Problem details:
Your answer should hold all lines of the entries that include the word "strong".

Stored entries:
*****

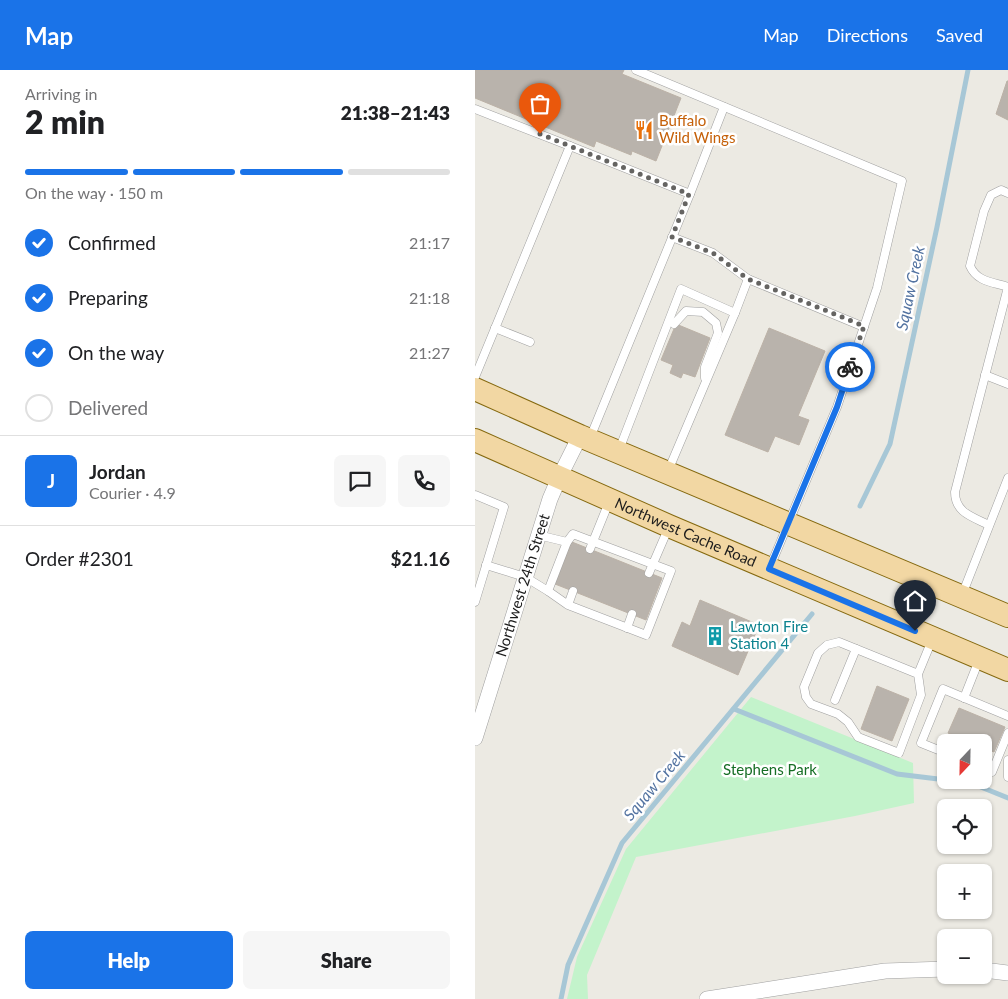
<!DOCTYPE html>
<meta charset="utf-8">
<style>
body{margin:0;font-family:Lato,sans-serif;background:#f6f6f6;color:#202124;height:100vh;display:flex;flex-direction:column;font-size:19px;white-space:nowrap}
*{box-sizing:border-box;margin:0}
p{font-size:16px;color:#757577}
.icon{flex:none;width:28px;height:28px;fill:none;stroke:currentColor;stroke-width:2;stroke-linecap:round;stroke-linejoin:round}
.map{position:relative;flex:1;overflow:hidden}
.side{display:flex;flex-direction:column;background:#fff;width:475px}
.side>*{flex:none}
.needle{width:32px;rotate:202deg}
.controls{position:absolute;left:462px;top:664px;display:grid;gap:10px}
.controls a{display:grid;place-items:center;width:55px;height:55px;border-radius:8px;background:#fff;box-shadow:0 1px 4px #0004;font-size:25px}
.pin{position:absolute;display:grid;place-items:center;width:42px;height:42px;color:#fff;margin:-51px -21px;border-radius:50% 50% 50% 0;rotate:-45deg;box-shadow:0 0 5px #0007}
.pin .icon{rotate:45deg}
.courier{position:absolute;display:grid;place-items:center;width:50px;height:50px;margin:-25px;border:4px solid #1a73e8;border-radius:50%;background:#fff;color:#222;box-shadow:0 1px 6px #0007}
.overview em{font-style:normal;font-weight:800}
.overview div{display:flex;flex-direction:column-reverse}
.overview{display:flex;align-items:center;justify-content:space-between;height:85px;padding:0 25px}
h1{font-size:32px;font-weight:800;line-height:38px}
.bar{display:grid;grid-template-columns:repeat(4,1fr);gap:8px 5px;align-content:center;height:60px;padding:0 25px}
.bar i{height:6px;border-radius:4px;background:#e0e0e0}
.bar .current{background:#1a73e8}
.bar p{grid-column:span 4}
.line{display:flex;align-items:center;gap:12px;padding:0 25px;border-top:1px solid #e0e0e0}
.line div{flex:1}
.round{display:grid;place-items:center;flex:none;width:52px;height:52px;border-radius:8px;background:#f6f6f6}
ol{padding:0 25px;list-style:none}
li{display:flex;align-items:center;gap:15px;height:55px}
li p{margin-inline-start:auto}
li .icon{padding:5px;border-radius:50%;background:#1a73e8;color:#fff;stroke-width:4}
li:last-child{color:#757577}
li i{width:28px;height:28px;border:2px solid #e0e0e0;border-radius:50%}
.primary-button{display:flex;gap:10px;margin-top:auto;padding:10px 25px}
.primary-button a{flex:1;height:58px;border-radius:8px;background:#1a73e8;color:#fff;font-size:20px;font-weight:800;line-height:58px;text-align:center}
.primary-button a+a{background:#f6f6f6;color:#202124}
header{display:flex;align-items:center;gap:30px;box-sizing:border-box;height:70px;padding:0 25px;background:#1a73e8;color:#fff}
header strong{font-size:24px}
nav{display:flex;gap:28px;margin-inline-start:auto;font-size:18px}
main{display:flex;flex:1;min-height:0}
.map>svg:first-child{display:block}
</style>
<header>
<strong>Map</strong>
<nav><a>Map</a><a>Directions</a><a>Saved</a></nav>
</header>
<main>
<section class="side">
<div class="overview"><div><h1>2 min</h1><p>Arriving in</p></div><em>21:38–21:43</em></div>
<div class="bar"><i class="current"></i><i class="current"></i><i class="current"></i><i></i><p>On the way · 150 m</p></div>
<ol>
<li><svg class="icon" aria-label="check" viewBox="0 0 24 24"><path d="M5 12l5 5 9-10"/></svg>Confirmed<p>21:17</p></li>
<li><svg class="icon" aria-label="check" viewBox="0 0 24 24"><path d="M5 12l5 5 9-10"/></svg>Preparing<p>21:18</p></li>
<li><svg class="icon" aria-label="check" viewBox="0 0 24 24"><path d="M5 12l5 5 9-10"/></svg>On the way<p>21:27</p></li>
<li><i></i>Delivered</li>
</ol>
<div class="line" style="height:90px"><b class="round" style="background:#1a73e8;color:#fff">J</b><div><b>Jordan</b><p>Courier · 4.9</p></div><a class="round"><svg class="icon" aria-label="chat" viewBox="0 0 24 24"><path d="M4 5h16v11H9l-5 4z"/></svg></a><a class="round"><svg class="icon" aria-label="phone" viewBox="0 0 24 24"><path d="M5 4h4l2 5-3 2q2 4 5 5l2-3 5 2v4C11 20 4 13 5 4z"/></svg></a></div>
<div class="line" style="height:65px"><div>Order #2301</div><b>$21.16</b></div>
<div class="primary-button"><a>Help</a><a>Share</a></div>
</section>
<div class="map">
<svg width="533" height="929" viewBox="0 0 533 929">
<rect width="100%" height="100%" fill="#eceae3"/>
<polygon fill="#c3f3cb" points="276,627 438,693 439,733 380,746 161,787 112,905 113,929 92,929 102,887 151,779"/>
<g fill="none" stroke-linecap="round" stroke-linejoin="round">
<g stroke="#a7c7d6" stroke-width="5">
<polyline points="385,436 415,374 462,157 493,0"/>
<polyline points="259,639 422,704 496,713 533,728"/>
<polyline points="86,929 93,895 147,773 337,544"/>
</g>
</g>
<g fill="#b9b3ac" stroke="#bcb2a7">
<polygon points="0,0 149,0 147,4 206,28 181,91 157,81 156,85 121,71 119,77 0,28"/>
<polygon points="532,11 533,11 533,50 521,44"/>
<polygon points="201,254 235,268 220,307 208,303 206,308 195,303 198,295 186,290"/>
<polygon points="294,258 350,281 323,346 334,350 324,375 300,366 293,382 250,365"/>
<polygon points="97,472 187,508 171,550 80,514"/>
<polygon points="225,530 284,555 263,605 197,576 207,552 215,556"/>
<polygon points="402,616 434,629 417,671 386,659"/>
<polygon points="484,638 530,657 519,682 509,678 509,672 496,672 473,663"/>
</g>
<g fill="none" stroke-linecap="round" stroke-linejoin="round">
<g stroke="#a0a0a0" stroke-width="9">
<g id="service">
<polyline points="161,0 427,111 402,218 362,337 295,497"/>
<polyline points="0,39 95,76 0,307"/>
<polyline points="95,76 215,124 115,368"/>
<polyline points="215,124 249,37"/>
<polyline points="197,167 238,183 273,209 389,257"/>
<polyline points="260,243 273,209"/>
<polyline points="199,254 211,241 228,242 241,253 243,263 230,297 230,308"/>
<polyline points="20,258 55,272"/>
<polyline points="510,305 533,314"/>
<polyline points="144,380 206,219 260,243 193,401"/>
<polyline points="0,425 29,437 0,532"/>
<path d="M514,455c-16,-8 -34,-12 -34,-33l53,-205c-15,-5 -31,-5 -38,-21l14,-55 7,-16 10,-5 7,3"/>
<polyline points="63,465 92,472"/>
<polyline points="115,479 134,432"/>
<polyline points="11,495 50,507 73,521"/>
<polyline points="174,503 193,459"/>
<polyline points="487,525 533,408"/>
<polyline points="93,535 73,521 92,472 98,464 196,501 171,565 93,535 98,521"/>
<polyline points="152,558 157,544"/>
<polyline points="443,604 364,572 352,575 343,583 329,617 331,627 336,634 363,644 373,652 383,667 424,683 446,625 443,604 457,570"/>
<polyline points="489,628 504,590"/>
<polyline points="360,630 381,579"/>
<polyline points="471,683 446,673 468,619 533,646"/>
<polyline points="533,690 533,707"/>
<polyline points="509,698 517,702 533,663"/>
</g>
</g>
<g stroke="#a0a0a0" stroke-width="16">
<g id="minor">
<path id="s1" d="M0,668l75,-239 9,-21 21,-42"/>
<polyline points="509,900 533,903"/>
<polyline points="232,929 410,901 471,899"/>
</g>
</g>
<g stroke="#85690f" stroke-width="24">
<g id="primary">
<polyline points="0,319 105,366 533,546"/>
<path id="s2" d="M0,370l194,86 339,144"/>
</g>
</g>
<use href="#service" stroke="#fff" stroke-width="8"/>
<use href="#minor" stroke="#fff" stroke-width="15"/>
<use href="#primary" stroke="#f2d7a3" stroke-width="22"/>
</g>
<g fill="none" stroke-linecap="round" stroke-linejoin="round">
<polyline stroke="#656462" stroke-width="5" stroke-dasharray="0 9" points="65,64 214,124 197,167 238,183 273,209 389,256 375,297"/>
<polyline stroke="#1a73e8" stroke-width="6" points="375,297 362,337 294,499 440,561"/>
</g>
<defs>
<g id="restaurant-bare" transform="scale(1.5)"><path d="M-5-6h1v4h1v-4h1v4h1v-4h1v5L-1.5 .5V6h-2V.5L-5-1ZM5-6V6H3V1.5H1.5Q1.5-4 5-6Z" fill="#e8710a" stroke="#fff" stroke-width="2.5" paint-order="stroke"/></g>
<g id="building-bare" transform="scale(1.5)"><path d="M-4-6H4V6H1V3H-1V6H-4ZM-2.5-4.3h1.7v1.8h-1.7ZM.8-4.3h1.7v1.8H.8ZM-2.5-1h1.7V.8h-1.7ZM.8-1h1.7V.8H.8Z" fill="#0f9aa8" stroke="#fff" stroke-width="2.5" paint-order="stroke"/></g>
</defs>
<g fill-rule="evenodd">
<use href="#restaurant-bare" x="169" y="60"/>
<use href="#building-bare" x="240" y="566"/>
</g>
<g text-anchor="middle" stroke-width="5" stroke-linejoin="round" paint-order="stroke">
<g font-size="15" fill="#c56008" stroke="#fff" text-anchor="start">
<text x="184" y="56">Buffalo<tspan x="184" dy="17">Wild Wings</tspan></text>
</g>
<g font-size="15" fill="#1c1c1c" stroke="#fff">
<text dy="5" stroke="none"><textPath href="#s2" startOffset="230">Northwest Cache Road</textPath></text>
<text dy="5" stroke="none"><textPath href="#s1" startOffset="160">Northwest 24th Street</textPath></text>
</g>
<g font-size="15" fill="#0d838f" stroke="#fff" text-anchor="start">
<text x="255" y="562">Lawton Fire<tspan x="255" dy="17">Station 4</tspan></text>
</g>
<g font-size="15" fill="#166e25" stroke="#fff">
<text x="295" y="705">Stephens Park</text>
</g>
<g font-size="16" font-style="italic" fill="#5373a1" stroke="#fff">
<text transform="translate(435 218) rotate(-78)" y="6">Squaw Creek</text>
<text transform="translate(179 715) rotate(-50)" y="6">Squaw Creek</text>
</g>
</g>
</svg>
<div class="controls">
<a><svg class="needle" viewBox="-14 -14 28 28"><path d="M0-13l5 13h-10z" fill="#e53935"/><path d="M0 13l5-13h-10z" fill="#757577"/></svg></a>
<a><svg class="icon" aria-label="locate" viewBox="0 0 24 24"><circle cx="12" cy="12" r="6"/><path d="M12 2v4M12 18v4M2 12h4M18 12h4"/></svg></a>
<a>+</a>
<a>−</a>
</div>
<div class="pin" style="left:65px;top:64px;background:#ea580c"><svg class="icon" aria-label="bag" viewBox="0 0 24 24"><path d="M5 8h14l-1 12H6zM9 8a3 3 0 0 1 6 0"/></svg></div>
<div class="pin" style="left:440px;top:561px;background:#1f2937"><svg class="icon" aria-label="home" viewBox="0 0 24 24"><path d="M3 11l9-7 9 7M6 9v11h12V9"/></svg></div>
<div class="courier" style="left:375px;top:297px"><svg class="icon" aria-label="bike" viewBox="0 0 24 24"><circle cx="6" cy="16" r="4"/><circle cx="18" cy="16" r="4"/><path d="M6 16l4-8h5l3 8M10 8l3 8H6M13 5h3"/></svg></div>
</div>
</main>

*****

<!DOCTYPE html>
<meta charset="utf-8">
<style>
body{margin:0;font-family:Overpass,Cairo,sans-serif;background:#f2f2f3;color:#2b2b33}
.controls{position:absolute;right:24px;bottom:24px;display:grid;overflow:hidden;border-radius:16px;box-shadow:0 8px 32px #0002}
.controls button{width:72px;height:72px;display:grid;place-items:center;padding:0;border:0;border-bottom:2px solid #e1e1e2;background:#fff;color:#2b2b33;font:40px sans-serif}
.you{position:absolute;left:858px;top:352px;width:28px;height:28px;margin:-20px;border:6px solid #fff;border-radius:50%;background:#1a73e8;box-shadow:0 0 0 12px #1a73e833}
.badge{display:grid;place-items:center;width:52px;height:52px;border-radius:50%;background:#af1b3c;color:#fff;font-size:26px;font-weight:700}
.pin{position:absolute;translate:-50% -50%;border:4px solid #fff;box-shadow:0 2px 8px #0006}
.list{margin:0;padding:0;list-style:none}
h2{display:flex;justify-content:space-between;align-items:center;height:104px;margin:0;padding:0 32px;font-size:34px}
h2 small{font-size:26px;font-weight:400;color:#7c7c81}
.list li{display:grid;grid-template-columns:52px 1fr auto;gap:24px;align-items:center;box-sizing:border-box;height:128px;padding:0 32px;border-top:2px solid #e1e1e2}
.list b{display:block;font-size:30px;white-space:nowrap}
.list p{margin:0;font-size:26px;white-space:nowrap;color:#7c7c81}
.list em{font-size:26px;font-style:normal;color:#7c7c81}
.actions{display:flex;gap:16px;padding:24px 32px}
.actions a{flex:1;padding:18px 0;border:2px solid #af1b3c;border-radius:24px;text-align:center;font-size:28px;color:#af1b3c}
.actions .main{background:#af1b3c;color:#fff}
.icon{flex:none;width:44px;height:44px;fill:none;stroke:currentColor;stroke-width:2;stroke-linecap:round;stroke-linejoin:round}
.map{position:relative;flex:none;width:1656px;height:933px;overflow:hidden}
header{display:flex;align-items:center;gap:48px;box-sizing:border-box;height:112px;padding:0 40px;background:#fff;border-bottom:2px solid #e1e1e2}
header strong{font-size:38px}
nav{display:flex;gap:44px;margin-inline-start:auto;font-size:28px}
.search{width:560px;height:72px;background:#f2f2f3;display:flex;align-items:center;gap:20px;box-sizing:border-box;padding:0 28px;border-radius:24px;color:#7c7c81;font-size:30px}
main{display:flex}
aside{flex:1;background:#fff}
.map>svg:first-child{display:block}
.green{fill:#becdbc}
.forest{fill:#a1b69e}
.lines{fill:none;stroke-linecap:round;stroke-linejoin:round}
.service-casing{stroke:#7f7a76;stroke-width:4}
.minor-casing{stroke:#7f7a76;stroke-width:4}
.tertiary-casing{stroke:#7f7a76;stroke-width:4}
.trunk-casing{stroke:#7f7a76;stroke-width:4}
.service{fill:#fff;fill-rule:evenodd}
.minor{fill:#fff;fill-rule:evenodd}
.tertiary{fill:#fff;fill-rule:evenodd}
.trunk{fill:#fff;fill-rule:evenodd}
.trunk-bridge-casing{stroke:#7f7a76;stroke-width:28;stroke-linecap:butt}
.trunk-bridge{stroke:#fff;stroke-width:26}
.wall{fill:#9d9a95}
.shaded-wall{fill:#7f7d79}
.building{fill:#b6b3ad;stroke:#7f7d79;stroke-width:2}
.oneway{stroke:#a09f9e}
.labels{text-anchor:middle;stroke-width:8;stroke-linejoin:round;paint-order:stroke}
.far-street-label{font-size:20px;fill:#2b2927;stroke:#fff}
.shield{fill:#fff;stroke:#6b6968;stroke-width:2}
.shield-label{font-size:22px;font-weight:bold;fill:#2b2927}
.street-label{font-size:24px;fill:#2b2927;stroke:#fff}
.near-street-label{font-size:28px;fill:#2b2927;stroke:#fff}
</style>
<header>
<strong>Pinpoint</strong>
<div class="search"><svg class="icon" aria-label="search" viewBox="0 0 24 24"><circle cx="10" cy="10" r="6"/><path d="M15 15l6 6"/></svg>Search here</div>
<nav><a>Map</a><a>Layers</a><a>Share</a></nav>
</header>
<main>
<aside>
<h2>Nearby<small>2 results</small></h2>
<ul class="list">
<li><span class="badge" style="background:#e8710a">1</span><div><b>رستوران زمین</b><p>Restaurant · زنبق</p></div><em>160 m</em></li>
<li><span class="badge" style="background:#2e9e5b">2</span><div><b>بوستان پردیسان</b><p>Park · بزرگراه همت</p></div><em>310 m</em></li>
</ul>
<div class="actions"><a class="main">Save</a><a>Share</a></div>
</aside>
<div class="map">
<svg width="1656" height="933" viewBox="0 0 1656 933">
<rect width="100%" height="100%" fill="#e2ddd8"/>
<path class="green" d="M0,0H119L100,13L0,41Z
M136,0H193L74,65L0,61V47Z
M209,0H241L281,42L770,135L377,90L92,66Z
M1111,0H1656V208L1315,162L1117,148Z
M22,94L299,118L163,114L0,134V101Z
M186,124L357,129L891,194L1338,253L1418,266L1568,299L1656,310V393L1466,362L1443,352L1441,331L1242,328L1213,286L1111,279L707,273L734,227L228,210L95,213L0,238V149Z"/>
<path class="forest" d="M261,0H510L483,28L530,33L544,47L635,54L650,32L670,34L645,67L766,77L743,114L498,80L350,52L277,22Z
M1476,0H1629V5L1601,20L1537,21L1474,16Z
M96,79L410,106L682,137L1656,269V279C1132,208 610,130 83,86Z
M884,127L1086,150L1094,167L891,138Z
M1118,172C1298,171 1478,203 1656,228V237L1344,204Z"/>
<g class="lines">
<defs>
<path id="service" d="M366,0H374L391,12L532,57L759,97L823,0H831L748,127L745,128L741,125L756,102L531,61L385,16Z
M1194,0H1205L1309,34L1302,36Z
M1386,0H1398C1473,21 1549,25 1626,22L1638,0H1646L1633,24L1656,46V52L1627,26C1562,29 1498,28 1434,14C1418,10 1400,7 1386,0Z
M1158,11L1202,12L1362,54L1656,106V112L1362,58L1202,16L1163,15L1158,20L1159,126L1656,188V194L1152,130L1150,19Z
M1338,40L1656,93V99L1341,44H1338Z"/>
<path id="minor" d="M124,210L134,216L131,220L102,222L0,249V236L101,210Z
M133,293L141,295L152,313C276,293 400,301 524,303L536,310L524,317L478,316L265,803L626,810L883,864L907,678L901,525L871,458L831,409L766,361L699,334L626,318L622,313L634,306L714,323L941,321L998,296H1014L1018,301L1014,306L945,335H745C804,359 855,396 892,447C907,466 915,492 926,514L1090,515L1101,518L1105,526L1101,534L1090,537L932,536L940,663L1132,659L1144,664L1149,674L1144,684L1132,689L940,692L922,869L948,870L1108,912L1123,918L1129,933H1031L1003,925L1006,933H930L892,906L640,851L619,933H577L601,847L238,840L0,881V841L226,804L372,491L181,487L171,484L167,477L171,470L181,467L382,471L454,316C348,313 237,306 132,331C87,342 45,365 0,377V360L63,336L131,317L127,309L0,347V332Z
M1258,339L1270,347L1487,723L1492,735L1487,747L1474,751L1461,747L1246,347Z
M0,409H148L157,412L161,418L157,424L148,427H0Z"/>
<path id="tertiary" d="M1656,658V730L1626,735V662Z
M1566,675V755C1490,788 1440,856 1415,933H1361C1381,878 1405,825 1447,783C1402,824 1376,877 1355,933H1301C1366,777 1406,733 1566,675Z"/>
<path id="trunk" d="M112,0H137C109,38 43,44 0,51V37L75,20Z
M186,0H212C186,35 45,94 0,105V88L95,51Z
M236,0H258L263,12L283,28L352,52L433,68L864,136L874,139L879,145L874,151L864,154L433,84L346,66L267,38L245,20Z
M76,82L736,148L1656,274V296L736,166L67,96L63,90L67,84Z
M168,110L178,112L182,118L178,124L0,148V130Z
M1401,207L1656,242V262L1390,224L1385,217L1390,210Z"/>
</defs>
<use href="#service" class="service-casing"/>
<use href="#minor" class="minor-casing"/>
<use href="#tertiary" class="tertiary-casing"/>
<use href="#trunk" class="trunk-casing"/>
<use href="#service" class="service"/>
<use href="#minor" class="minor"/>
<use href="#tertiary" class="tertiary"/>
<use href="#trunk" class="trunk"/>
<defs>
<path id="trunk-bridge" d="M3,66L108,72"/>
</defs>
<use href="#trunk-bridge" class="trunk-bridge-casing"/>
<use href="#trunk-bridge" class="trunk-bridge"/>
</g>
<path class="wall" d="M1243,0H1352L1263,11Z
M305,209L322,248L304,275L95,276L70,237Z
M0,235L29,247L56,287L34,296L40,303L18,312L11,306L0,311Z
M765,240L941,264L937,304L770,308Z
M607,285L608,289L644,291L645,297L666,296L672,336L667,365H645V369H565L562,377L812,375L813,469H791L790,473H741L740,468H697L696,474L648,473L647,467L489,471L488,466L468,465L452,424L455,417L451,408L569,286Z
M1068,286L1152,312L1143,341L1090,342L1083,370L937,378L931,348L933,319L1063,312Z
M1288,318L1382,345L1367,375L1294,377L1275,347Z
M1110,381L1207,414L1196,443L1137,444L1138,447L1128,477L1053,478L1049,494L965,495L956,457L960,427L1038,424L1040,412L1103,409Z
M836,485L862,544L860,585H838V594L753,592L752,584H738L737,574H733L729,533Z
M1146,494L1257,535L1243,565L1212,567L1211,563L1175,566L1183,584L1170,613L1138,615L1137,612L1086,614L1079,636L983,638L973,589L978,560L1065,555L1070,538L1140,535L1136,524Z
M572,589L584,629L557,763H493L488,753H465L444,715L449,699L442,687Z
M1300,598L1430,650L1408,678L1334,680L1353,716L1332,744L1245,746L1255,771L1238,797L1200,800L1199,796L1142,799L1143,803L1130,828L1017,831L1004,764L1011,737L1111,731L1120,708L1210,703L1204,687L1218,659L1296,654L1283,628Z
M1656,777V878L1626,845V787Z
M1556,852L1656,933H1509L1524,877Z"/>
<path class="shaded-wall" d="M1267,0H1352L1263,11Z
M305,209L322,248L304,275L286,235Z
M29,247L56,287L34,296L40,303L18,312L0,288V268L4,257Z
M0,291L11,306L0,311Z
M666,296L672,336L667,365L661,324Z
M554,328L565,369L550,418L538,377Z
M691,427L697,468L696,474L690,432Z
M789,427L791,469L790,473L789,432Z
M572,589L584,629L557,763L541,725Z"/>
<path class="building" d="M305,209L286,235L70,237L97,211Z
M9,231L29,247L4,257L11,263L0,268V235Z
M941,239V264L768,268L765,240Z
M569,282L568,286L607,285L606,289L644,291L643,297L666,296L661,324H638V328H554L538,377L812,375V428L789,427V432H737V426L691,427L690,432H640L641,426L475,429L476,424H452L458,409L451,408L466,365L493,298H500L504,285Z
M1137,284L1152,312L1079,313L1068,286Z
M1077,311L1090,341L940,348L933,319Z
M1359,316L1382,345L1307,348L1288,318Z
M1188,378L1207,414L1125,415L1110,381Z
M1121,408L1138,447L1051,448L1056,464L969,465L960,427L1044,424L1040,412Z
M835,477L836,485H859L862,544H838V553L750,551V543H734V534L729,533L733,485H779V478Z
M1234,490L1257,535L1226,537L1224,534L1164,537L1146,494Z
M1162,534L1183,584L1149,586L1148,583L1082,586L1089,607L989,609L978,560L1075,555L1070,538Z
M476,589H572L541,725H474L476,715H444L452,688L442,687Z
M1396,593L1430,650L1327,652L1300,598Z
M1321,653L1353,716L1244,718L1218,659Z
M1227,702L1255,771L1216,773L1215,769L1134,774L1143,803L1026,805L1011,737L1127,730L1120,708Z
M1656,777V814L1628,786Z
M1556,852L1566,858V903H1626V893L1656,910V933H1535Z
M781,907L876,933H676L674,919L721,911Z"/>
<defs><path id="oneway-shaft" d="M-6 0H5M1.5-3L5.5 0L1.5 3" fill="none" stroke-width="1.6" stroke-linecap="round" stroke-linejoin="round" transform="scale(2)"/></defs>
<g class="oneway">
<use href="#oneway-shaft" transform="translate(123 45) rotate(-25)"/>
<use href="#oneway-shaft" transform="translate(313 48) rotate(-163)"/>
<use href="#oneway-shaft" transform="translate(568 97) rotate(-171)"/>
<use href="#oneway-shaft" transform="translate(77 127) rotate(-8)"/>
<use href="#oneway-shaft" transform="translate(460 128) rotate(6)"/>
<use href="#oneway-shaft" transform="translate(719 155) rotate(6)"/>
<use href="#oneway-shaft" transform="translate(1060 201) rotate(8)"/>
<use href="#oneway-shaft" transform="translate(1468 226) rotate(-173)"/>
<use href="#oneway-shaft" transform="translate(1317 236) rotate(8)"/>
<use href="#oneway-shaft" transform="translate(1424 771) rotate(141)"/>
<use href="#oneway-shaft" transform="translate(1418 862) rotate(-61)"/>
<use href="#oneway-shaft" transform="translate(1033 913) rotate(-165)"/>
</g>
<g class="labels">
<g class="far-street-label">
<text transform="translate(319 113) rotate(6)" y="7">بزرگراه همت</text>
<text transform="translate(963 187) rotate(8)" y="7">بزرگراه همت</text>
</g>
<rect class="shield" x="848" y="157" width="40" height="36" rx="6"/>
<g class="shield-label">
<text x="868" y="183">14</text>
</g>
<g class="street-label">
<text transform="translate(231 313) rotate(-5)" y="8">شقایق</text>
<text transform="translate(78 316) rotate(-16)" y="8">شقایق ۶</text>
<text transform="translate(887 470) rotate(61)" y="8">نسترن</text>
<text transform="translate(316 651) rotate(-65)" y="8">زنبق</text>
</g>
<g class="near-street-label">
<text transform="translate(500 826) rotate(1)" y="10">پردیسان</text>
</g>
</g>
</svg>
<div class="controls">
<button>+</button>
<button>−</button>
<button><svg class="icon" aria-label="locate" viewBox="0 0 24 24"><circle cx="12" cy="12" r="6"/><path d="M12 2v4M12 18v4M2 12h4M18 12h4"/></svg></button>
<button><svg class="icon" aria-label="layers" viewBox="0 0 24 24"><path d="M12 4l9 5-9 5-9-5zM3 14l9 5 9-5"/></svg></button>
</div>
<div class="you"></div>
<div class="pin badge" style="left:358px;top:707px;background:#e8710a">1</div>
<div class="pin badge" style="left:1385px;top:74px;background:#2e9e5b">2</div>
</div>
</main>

*****

Problem solution:
header strong{font-size:24px}
<strong>Map</strong>
header strong{font-size:38px}
<strong>Pinpoint</strong>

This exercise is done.